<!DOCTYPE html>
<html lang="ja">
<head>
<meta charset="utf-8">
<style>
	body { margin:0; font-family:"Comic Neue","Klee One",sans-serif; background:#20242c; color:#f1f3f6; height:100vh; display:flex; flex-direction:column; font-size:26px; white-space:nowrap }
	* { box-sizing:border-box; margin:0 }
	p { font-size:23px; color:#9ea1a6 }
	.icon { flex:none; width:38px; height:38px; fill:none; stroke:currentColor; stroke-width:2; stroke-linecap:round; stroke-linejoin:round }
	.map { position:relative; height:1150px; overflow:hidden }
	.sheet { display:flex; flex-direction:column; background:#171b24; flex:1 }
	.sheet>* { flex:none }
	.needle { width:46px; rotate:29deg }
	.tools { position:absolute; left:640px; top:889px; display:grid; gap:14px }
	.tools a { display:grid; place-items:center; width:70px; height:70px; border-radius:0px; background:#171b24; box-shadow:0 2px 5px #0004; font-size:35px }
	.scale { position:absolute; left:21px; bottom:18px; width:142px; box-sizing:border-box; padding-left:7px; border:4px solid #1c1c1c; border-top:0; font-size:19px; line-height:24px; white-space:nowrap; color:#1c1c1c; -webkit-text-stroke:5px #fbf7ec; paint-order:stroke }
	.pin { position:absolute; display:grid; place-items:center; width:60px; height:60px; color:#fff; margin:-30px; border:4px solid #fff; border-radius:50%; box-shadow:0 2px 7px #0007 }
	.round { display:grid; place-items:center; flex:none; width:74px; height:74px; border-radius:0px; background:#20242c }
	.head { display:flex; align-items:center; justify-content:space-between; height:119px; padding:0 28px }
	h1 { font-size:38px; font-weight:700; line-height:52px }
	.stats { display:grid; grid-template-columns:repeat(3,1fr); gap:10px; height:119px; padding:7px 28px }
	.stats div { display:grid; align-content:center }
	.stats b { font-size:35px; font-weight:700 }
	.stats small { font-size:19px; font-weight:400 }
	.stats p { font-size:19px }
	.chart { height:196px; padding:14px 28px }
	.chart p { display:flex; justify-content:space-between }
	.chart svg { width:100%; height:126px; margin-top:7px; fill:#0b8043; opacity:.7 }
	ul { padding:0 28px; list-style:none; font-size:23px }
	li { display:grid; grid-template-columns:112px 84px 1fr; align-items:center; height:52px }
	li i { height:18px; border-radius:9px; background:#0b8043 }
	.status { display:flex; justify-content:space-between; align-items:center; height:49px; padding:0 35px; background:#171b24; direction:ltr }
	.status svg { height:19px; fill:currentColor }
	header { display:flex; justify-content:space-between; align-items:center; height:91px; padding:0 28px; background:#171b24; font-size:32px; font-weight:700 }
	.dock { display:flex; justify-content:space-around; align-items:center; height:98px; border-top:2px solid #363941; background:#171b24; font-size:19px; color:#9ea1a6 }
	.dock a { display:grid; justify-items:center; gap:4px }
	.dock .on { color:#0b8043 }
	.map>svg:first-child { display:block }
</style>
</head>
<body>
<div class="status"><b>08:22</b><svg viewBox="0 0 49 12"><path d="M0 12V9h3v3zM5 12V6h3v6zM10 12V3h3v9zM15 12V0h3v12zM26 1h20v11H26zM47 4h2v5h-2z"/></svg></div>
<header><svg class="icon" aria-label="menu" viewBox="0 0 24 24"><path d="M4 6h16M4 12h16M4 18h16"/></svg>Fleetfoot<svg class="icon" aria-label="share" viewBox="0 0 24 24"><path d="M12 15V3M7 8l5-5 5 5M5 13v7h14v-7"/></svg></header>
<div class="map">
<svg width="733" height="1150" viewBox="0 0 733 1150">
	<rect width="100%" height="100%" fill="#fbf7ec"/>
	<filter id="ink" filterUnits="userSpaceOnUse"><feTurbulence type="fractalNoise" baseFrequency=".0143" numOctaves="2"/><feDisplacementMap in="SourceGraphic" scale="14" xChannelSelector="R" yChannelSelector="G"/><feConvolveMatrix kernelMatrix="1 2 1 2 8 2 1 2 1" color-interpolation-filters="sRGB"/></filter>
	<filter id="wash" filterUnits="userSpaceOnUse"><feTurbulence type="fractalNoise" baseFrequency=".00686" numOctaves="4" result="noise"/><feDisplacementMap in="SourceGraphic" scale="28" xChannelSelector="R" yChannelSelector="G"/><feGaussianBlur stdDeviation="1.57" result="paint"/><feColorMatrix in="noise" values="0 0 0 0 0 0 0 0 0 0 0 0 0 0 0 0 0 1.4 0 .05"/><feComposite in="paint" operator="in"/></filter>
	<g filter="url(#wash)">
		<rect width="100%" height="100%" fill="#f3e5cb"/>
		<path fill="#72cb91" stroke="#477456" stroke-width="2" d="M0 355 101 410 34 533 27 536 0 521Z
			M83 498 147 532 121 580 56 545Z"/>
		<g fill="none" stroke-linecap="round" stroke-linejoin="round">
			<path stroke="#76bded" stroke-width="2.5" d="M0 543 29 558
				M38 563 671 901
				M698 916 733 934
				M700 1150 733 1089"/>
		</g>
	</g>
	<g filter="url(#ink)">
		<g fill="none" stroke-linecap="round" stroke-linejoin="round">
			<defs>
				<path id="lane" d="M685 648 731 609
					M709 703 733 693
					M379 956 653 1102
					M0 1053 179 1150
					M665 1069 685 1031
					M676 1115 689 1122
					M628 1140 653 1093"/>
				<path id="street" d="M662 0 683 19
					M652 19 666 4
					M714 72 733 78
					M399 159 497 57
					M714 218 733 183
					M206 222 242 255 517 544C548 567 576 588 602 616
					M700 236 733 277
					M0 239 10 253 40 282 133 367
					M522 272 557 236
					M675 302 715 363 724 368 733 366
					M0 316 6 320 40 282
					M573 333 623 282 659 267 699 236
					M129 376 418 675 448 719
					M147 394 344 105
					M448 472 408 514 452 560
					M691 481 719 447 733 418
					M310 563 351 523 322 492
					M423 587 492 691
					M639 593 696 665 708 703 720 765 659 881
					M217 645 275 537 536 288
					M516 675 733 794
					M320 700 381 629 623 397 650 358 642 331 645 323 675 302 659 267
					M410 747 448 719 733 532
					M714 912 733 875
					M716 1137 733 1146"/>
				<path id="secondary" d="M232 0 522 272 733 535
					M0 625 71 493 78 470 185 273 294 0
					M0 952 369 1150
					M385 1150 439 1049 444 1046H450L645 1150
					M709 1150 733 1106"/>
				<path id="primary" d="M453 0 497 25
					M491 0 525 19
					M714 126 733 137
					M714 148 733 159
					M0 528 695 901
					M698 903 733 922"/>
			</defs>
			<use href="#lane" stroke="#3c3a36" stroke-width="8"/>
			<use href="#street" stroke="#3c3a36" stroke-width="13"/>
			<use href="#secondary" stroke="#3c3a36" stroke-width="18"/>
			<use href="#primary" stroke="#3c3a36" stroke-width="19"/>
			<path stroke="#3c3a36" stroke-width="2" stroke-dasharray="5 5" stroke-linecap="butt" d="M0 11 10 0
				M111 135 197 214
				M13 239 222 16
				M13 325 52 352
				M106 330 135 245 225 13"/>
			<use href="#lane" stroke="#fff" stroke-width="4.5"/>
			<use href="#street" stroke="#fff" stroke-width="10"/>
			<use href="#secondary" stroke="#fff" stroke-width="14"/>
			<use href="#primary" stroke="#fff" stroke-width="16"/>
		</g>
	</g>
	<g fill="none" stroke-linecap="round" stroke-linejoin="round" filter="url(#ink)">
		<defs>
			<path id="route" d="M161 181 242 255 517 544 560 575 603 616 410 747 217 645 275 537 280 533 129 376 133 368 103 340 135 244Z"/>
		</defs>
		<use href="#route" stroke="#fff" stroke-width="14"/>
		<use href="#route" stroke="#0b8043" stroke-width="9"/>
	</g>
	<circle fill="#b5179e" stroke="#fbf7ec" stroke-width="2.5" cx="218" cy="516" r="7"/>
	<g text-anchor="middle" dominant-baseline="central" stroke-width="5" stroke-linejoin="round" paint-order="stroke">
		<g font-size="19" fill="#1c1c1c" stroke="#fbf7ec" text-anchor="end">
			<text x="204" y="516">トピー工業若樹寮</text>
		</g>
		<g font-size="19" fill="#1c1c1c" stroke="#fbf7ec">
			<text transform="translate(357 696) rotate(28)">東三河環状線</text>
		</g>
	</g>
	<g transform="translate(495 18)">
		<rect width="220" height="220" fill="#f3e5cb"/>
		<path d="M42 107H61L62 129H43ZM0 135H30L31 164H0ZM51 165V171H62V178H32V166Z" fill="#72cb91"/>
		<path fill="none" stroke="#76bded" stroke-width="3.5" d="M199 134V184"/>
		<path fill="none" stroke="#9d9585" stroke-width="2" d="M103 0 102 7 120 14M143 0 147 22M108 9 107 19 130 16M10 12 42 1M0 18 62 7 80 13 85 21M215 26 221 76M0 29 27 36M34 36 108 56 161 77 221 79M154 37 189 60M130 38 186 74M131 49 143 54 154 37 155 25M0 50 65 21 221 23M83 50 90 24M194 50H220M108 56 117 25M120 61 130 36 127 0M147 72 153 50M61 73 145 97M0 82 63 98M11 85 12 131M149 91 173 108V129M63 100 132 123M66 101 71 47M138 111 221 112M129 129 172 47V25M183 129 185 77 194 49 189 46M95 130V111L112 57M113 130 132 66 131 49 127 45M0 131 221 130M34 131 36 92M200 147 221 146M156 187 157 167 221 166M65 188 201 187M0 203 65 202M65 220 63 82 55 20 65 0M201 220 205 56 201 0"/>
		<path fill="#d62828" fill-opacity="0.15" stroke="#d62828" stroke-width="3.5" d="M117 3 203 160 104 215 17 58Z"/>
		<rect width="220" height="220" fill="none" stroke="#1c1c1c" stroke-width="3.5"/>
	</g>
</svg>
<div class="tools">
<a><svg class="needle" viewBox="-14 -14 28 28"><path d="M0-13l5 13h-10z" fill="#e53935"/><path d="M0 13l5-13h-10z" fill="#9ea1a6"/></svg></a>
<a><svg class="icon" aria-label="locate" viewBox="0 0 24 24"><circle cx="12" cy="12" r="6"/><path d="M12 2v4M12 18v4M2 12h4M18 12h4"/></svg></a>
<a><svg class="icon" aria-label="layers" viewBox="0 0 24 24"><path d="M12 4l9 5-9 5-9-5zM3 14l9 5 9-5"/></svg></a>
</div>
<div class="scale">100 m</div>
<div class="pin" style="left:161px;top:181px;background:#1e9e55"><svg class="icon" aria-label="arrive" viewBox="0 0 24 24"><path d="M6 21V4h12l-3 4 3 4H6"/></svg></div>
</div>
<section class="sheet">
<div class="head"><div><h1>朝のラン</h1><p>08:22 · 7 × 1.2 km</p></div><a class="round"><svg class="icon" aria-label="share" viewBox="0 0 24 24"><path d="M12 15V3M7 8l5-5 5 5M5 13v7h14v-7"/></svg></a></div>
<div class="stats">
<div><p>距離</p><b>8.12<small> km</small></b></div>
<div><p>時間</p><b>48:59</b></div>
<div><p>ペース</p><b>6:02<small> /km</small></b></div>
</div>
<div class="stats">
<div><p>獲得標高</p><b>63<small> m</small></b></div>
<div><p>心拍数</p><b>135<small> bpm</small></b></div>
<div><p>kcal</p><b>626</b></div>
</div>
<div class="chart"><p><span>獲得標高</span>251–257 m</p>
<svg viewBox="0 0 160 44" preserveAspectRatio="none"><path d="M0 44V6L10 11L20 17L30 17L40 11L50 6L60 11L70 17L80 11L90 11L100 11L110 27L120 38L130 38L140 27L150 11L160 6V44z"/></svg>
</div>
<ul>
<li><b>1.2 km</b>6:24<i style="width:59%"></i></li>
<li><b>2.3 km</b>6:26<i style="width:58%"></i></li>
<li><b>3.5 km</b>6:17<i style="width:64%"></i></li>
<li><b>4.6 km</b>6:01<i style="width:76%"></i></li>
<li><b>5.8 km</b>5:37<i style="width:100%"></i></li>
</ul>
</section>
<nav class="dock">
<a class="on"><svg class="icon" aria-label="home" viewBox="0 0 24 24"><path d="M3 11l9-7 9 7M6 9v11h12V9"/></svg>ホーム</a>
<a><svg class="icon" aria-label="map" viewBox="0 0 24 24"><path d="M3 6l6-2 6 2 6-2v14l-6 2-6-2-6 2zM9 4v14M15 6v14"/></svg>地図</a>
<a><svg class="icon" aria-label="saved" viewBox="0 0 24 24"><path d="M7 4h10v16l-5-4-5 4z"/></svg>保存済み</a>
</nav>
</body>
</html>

▸ **Work to complete**: Please show, exactly as written, every line above that contains the word "tools".

▸ **Exercise output**:
	.tools { position:absolute; left:640px; top:889px; display:grid; gap:14px }
	.tools a { display:grid; place-items:center; width:70px; height:70px; border-radius:0px; background:#171b24; box-shadow:0 2px 5px #0004; font-size:35px }
<div class="tools">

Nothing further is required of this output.